- Living Lohan opening title
- Genre: Reality
- Developed by: Mary-Ellis Bunim; Jonathan Murray;
- Starring: Dina Lohan; Aliana Lohan; Dakota "Cody" Lohan; Ann "Nana" Sullivan; Michael Lohan Jr.; Alexis Armonas; Jeremy Greene;
- Country of origin: United States
- Original language: English
- No. of seasons: 1
- No. of episodes: 9

Production
- Executive producers: Andrew Jameson; Jeff Jenkins; Laura Korkoian; Phil Maloof; Jonathan Murray; Gavin Maloof; Dina Lohan;
- Production locations: North Merrick, NY; Long Island, NY; Las Vegas, NV;
- Camera setup: Single camera
- Running time: 22 minutes
- Production companies: Maloof Television; Bunim/Murray Productions;

Original release
- Network: E!
- Release: May 26 – July 27, 2008

= Living Lohan =

Living Lohan is an American reality television series that debuted on E!. It premiered on May 26, 2008 and ended on July 27, 2008, with a total of 9 episodes over the course of one season.

==Synopsis==
The program documents the daily lives of Lindsay Lohan's family, with most of the focus on her mother and manager Dina and younger sister Aliana's attempt to break into show business. Also appearing are brother Dakota "Cody" Lohan, grandmother Ann "Nana" Sullivan, who is Dina's mother and a former radio actress, and Jeremy Greene, a music producer helping Aliana with her debut album. Lindsay did not participate in the series.

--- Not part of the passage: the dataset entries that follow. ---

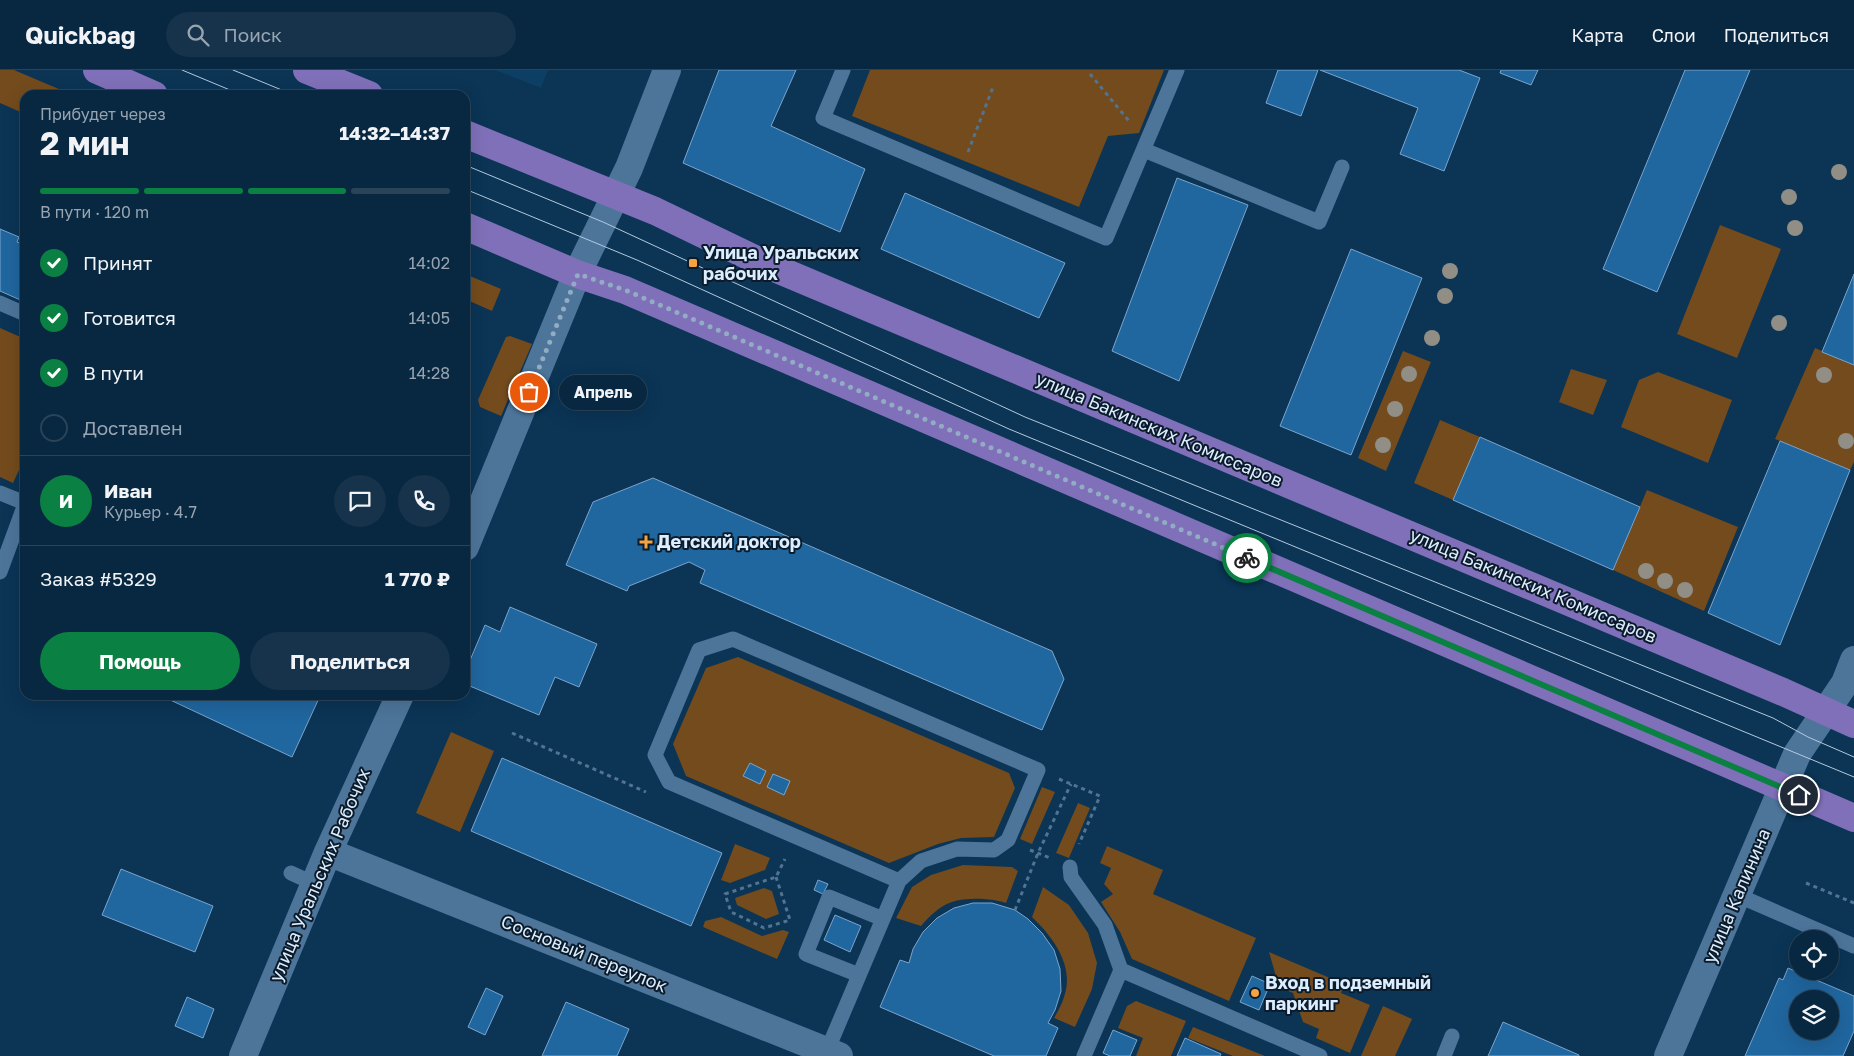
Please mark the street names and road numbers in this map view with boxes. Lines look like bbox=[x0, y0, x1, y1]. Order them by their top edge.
street label: улица Бакинских Комиссаров bbox=[1033, 367, 1286, 491]
street label: улица Бакинских Комиссаров bbox=[1407, 523, 1660, 647]
street label: улица Уральских Рабочих bbox=[264, 764, 374, 985]
street label: улица Калинина bbox=[1698, 825, 1774, 966]
street label: Сосновый переулок bbox=[498, 910, 671, 996]

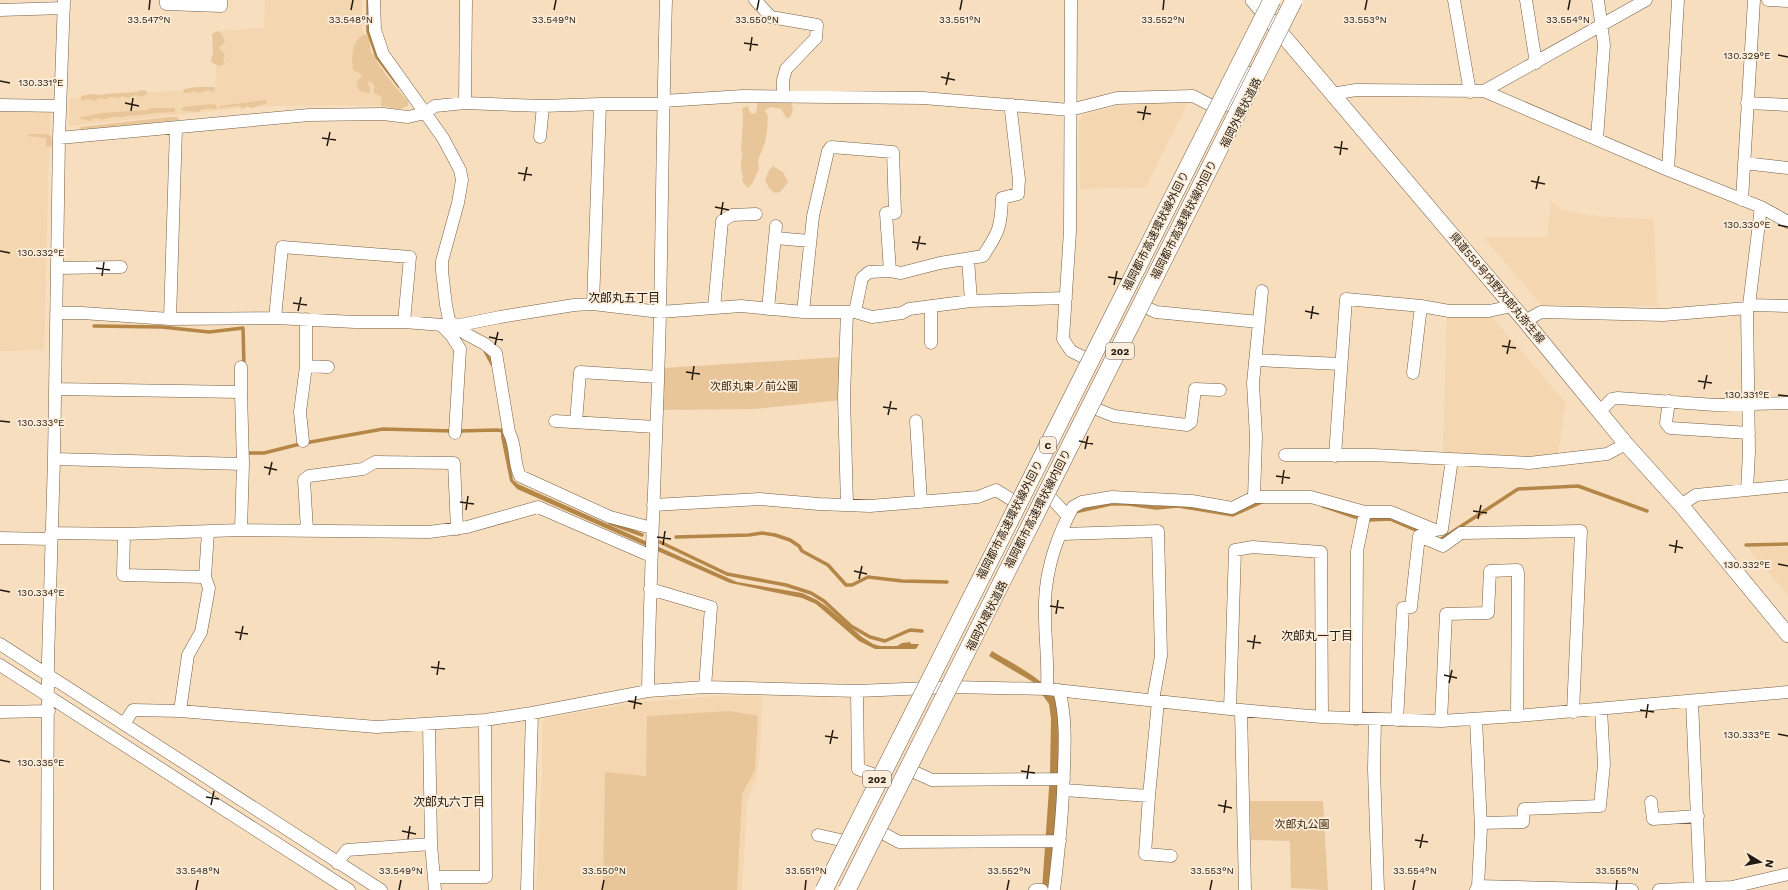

According to Dina, the series did not air a second season because producers "wanted us to do these crazy things, like my son cheating on his girlfriend, me faking a pregnancy. I was like, 'No, no, no! They had ideas that weren't conducive to our ideas."

==Critical reception==
Gillian Flynn of Entertainment Weekly graded the show F and commented, "The irritation turned to repulsion around the first minute ... Dina snipes about the paparazzi's invasion of privacy, but thanks to her, there's not much left to invade."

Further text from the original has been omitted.